Righteousness, as such, one esteems and values; but it does not draw out love so that one would die for a merely righteous person. Not that man's heart is not capable of strong affections;
"for one might for the good [man] even dare to die." (Ver. 7.)
None among the sons of Adam could surpass such love as this.
"But God commendeth his own love toward us, in that while we were yet sinners, Christ died for us." (Ver. 8.)
This is characteristically divine and sovereign. We were powerless, unjust, evil, nothing but sinners, on the one hand; and God, on the other, had no motive for His love other than itself. It is emphatically His own love. As another apostle puts it,
God so loved the world that He gave His only-begotten Son that whosoever believeth in Him should not perish, but have everlasting life. [John 3:16]
Only God can love thus. Man, the saint even, must have a motive without; God has none. He, and He only, is love. The spring is within, and He needs no object without to call it forth. Those whom His grace makes objects of His love are wholly and absolutely unlovable as to themselves, yet He loves them spite of all they are. While they were yet sinners, Christ died for them — the fullest proof of their sin and of God's love. Nothing less could avail; nothing more blessed could be done even by Him; nothing different would suit Himself. Thus He commends His own love. What a resting-place for both heart and conscience! He forgets nothing, judges all, yet loves us with a love that is perfect and altogether peculiar.

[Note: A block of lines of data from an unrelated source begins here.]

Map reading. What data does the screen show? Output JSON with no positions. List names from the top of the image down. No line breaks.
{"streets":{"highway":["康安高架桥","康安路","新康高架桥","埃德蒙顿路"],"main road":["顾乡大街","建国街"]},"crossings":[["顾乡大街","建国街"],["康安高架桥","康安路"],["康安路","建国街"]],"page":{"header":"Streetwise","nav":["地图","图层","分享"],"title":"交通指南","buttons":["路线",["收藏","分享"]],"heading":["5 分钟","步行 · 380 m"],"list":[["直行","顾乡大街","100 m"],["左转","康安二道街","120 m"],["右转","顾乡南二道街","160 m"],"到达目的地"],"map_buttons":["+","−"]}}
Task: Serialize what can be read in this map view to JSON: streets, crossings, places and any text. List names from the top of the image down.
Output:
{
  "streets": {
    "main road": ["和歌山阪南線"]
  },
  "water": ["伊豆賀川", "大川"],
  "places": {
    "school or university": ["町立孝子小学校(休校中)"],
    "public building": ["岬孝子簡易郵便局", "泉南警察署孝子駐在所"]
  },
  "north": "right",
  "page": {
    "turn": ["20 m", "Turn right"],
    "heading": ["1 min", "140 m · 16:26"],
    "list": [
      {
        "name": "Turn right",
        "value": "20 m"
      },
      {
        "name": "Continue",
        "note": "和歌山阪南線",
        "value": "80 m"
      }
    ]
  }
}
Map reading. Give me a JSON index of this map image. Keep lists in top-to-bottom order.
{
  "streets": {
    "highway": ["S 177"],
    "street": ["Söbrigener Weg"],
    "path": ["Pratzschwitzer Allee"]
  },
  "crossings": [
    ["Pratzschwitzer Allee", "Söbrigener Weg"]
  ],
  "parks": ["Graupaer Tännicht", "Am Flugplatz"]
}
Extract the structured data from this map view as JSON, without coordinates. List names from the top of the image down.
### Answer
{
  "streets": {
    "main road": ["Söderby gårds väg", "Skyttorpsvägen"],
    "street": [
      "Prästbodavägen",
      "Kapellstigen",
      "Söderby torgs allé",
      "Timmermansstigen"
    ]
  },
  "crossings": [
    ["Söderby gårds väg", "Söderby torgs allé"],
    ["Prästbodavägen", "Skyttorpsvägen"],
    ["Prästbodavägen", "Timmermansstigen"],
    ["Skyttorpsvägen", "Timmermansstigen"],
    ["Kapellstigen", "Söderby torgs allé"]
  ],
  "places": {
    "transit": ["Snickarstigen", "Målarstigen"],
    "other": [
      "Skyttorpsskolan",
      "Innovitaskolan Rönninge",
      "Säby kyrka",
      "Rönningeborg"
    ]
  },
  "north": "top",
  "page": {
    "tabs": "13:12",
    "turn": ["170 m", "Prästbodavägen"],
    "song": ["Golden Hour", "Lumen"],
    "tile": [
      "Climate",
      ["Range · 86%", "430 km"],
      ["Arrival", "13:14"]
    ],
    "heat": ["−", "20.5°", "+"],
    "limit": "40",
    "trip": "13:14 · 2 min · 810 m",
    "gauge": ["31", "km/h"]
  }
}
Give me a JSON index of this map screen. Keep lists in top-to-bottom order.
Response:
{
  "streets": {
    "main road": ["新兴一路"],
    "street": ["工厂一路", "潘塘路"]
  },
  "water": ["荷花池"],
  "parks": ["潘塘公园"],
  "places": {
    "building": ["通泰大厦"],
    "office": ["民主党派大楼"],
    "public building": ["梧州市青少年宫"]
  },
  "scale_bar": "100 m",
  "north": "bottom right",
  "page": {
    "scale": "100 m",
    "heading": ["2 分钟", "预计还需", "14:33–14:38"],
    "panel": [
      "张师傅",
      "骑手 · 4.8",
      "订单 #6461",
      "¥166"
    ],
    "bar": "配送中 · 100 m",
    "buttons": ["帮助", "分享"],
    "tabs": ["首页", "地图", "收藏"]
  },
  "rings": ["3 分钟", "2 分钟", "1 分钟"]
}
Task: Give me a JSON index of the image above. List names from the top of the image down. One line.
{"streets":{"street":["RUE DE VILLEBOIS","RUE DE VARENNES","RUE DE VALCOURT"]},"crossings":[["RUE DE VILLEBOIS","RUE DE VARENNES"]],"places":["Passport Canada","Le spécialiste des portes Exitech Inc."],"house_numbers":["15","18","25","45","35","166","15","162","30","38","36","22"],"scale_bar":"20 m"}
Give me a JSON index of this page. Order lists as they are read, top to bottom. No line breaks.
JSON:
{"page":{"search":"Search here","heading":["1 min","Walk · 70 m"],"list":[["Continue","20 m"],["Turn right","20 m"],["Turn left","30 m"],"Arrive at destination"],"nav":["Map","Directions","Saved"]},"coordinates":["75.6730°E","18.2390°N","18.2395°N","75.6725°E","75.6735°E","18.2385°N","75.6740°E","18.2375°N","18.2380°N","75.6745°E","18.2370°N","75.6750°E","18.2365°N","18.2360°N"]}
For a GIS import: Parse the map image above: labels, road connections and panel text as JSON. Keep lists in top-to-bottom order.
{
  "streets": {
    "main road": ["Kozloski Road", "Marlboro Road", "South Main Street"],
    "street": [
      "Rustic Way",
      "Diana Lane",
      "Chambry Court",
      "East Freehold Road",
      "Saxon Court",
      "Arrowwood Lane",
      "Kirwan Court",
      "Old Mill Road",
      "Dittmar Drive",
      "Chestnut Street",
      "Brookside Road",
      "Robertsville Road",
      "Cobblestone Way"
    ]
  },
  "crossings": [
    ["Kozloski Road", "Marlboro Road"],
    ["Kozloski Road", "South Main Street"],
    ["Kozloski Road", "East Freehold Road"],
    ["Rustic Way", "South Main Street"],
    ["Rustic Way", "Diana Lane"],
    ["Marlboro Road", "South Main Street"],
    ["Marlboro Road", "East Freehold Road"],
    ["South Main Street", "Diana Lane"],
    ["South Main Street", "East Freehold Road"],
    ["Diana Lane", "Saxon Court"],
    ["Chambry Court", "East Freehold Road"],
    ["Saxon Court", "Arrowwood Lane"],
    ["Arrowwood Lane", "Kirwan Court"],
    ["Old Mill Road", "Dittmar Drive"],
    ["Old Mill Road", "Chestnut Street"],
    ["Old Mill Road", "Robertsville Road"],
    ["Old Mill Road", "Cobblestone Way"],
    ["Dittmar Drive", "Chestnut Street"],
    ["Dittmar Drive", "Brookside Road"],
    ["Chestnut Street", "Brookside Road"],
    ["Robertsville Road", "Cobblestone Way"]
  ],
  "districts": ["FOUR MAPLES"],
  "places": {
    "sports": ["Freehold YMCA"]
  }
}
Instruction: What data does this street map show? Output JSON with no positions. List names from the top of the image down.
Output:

How admirable are the ways of God in Christianity! There is nothing which opens so vast a field for activity, either in love or in mind; for the truth revealed is the revelation in Christ of Him who is infinite. Yet withal is it the most simple adaptation to the wants of every heart awakened to its real state in relation to God and indeed also to man. Thus the display of His love in the death of Christ comes down to the child, while it wholly transcends the highest soarings of poor but proud philosophy. There is the most profound truth, but it is embodied in facts which speak to every heart and conscience when the will has been dealt with by the Holy Spirit. While we were yet sinners Christ died for us; and in this God commends His own love toward us.

Notes on Romans 5:9-10

We have now to note the reasoning of the apostle, not indeed to prove the love of God; but, beginning with it as known through the Holy Ghost given to us, he draws conclusions after a truly divine sort. Thus the consciousness of the Christian has its just and full place, and so has the proof of divine love. However shed abroad in the heart, its demonstration rests on the gift of Christ and His death for us, wholly without us. This presents the love of God toward us absolutely free from mixture with anything in us or of us. Hence, as there was nothing to draw it out and fix it on us, the result is no less sure. The reasoning is not at all from divine counsels about us or promises made to us, but from what God is; and He is love — love proved in Christ's dying for us, while we were yet sinners.
"Much more therefore, having been now justified by* his blood, we shall be saved through him from wrath."
Most sound and conclusive!

*The preposition ἐν here and in the next verse I have translated "by." It is a far more intimate relation (= "in virtue of," "in the power of") than is expressed by διά, which, with the genitive as in each of these verses, signifies a means or instrument ("through"), as sometimes also in a certain condition ("with")- a sense which it occasionally bears in the accusative also. Compare Galatians 4:13 with Romans 2:27.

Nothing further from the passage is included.